Они подняли его с Лютецией с земли, посадили на крупный, как сенбернар, камень, тяжело, как на коня; Расмус достал из рюкзака термос, налил в крышку кофе, страшного, черного, только луны утопленной в нём не хватало. Стефан выпил отчаянно, как водку; попросил еще; потом пришел в себя и побрел домой — переодеться; Свет и Цвет были уже в садике, о чём гласила записка, написанная каракулями; если какого-то слова Цвет еще не знал, то рисовал его цветными карандашами. Стефан скинул пальто и понял, что оно отслужило — как то, что происходит каждый день: маршрут, отражение в зеркале, еда; он скинул всю одежду, блаженно завалился в душ; а потом вытащил из-под кровати сумку, еще даже не всю распакованную, и нашел там подарок мамы… «Зайду вечером за кроватками»…

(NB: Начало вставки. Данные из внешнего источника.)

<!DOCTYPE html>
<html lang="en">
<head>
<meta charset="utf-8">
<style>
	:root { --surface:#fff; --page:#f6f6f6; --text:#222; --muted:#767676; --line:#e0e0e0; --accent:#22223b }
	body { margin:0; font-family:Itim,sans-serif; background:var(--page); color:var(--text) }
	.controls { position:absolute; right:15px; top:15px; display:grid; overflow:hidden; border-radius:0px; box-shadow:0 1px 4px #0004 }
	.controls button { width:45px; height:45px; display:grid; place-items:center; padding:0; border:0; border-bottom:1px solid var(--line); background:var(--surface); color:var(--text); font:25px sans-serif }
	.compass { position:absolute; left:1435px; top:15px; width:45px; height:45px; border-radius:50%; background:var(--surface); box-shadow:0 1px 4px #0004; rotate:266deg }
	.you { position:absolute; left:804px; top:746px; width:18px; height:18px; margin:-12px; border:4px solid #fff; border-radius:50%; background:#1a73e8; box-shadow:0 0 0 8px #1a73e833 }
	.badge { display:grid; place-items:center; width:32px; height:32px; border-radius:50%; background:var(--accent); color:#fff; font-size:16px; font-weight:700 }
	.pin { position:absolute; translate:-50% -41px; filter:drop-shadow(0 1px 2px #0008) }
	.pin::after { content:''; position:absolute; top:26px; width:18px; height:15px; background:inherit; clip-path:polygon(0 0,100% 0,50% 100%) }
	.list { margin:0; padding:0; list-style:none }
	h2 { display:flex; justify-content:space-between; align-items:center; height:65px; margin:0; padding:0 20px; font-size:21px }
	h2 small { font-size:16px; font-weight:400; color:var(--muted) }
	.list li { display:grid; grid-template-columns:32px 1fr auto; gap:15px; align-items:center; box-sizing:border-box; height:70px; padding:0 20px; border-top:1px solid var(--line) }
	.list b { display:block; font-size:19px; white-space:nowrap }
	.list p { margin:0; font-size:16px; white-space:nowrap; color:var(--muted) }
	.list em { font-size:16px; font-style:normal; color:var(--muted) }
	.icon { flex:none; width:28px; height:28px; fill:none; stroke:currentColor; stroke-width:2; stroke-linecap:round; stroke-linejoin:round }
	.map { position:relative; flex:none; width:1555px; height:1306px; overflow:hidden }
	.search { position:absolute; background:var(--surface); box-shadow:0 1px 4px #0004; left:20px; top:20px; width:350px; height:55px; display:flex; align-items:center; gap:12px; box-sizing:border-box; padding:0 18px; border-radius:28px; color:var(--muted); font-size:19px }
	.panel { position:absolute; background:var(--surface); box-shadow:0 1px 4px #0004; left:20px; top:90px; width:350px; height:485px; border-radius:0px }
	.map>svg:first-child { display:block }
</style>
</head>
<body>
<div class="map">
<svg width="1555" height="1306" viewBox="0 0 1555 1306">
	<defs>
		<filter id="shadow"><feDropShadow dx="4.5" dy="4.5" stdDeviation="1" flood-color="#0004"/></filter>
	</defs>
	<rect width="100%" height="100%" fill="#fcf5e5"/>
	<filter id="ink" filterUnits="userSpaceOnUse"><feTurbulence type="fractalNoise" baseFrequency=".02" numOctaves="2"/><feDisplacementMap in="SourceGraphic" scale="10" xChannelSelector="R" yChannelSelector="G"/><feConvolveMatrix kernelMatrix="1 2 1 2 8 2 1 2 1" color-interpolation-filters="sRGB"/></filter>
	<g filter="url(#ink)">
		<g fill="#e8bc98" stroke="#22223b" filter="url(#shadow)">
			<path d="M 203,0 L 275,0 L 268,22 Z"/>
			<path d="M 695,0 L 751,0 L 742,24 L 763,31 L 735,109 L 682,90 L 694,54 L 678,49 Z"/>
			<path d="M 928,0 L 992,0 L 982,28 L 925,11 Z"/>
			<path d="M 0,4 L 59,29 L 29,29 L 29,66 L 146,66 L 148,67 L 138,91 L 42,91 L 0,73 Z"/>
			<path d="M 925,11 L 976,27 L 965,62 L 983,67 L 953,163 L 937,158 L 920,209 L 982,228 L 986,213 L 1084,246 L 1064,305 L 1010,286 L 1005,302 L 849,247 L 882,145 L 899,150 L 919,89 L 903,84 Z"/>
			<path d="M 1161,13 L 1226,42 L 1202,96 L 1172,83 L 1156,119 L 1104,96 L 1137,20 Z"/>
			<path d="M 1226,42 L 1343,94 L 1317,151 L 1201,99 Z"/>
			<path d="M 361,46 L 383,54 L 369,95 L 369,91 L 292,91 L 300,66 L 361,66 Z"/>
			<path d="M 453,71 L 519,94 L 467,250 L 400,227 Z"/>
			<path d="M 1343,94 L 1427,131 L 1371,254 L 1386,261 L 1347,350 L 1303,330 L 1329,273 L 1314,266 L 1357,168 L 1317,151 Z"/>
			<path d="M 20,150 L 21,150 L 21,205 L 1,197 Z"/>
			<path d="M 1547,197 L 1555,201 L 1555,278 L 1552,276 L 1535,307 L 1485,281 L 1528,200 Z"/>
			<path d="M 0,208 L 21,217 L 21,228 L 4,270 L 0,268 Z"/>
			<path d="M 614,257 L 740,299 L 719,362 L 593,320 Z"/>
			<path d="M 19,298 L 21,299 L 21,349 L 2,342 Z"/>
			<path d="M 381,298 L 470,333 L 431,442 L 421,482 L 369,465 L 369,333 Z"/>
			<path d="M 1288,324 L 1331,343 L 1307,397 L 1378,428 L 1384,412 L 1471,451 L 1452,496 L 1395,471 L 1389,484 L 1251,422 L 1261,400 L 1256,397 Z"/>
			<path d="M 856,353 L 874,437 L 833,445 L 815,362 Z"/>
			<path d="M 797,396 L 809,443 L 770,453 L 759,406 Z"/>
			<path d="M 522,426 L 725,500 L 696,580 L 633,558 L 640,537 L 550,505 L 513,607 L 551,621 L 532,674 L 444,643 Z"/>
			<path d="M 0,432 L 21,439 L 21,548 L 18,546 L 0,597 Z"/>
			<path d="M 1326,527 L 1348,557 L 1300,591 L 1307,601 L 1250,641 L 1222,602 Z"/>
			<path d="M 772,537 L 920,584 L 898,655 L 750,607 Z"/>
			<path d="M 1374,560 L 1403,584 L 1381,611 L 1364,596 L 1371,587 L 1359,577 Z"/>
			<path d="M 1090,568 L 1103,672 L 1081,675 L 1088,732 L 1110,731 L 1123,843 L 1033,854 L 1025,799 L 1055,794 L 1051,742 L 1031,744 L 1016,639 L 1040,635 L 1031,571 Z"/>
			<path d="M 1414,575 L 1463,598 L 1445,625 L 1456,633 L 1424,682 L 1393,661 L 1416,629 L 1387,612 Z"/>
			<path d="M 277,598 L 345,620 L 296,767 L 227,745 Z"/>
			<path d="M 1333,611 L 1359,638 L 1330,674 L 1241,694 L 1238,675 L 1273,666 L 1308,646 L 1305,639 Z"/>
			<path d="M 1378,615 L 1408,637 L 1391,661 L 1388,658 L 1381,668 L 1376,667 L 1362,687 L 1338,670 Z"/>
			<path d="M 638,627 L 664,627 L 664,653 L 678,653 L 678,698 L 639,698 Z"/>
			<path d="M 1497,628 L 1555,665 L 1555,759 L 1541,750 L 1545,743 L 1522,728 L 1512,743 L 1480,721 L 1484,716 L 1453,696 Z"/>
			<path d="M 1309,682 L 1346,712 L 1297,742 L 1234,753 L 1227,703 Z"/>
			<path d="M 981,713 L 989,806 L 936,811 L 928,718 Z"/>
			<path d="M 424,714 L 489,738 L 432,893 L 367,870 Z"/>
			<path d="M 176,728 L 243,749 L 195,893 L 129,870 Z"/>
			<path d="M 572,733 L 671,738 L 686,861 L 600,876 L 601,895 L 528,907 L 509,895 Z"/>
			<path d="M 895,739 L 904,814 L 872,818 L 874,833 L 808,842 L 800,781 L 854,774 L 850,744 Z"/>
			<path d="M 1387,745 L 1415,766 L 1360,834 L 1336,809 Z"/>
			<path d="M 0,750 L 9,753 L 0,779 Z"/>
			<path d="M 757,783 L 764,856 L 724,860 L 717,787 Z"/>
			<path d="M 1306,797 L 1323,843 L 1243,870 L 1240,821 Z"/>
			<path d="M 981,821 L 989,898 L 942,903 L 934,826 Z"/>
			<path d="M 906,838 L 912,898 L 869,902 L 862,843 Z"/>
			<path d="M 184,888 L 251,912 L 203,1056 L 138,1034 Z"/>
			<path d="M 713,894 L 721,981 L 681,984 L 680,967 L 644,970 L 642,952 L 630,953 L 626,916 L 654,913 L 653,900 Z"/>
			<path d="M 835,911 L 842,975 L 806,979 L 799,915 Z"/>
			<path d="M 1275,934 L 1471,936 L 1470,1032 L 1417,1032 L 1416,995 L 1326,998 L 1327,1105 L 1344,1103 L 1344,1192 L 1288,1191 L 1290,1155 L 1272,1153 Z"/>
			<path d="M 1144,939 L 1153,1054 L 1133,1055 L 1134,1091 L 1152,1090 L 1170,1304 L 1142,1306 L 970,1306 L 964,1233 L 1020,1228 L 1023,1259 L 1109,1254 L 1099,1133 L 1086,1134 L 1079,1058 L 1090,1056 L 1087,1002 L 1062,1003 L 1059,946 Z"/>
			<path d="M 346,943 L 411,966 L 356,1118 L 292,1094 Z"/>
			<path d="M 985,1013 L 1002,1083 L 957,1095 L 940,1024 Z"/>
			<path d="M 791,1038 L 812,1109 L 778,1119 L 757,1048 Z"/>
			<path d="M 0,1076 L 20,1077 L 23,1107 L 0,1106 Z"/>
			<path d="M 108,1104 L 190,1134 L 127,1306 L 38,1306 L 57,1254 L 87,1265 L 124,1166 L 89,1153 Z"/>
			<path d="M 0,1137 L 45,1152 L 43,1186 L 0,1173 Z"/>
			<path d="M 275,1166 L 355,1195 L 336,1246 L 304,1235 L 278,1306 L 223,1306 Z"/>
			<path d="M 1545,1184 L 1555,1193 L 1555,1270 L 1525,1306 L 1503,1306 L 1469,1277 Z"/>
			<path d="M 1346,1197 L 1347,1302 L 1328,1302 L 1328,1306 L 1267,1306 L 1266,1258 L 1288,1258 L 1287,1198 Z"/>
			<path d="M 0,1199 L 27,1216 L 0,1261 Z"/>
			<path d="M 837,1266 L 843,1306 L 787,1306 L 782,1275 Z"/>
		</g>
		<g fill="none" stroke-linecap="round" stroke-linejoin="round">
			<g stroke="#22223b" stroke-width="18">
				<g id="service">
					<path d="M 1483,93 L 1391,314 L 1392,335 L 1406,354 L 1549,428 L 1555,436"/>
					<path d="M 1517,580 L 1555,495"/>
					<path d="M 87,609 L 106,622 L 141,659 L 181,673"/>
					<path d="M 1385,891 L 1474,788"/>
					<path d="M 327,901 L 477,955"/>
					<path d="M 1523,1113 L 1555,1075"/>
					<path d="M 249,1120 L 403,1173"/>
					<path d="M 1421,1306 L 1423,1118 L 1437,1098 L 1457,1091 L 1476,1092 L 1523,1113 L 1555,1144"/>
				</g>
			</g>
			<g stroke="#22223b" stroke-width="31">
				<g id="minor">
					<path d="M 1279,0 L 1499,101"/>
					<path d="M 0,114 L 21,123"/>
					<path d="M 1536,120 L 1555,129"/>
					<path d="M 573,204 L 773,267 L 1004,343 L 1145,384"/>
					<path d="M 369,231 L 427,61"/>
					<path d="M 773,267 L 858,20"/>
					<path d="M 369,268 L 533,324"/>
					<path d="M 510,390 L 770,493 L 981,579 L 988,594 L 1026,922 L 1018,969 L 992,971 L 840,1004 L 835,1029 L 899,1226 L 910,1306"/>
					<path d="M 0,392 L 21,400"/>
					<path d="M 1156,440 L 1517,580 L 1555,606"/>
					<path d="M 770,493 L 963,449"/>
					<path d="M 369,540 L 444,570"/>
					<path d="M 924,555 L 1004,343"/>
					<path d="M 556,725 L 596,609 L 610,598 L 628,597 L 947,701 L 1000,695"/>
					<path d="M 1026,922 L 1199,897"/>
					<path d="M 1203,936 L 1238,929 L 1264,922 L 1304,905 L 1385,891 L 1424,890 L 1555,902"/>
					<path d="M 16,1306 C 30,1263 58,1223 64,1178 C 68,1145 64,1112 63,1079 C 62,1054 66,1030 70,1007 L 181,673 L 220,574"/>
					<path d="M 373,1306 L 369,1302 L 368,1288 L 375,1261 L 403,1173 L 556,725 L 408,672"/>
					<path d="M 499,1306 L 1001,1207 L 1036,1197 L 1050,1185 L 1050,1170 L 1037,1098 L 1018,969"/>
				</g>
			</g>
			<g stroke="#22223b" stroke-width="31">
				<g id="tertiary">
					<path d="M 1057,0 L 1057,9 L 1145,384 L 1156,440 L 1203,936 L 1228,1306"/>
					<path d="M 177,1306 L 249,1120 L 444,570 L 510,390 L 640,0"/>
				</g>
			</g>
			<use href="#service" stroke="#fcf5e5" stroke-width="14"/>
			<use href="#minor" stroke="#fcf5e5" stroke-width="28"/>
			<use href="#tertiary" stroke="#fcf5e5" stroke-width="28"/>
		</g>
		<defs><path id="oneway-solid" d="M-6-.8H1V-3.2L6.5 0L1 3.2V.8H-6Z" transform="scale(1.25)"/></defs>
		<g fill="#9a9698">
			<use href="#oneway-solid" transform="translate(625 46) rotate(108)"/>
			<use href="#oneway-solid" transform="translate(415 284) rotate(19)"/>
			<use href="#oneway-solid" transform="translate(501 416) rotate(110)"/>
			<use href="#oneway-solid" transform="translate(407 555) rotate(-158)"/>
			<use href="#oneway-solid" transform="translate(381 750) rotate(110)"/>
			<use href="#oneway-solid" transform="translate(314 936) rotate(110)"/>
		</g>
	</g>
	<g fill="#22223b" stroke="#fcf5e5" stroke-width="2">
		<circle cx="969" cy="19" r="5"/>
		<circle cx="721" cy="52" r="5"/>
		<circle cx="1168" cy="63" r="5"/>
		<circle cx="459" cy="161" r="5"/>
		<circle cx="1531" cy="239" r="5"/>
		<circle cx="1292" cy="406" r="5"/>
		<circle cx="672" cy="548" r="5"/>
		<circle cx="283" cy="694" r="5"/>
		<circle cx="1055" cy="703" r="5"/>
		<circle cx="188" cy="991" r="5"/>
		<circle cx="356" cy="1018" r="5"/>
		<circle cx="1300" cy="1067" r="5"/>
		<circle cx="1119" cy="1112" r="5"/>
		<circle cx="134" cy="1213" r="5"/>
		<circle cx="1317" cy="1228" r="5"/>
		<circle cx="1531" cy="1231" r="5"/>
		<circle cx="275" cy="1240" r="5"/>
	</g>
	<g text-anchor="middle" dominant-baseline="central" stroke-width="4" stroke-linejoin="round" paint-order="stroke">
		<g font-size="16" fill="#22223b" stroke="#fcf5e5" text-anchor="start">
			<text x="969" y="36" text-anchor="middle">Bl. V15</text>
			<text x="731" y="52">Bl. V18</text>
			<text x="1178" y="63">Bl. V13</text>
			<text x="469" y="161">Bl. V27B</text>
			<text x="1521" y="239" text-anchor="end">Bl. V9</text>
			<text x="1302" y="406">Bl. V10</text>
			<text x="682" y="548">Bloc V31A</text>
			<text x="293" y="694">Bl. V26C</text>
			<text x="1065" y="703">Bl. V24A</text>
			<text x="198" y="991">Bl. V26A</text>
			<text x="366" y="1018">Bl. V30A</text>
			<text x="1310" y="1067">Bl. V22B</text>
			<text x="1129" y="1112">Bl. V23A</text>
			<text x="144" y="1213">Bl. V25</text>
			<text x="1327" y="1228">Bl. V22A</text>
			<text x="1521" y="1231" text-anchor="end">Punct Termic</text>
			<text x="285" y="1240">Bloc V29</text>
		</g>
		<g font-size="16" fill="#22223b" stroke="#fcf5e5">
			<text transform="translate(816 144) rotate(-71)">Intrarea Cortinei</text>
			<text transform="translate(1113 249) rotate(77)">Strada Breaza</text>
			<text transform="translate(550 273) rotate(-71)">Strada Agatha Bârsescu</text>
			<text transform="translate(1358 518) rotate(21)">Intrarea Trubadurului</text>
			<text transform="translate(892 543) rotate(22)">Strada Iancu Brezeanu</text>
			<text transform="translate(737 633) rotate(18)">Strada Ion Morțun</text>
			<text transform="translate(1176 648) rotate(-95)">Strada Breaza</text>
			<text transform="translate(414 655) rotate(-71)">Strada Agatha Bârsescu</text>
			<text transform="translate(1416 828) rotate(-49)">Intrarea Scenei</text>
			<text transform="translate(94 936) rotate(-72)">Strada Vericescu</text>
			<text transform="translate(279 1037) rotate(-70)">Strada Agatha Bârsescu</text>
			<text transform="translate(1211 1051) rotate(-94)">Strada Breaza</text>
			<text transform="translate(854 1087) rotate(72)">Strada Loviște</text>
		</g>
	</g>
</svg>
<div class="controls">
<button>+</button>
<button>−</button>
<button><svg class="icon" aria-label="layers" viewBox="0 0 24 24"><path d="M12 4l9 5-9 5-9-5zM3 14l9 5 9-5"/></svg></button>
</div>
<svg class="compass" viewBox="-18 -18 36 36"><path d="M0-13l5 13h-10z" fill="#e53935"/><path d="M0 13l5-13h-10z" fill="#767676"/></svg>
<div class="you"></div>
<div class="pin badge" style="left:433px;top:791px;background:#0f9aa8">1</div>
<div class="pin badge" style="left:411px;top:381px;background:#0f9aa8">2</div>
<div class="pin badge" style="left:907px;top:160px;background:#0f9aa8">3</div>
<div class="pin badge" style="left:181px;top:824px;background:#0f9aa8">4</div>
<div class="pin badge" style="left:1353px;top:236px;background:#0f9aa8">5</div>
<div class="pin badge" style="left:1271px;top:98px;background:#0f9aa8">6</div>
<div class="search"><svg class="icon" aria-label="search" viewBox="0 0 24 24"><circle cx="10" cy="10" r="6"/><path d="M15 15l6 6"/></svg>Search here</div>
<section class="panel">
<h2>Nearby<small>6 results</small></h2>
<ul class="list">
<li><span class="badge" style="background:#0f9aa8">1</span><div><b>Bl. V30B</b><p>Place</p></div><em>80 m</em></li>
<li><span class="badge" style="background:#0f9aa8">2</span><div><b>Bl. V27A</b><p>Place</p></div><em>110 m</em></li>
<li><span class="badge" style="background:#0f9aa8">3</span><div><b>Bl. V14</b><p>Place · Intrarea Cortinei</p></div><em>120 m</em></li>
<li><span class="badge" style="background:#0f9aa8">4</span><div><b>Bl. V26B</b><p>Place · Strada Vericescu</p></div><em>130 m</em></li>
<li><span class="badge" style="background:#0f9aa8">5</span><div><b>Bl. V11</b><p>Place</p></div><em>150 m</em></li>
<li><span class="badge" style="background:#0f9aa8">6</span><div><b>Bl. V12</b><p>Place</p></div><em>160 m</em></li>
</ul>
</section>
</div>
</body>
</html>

Она открыла, опять вся в белом, только на бриджах блед-но-голубой узор с блестками; как лед из чистой воды; подняла вопросительно брови.
— Привет, — сказал он и закашлялся: соль вдруг попала в горло; полез за носовым платком, а она стояла босиком, раскачиваясь с пятки на носок, и смотрела, потом сказала: «постучать по спине?» — он замотал головой, чихнул; всё, что могло испортить впечатление, случилось.
— Вы за Светом и Цветом? Они уже ушли сами…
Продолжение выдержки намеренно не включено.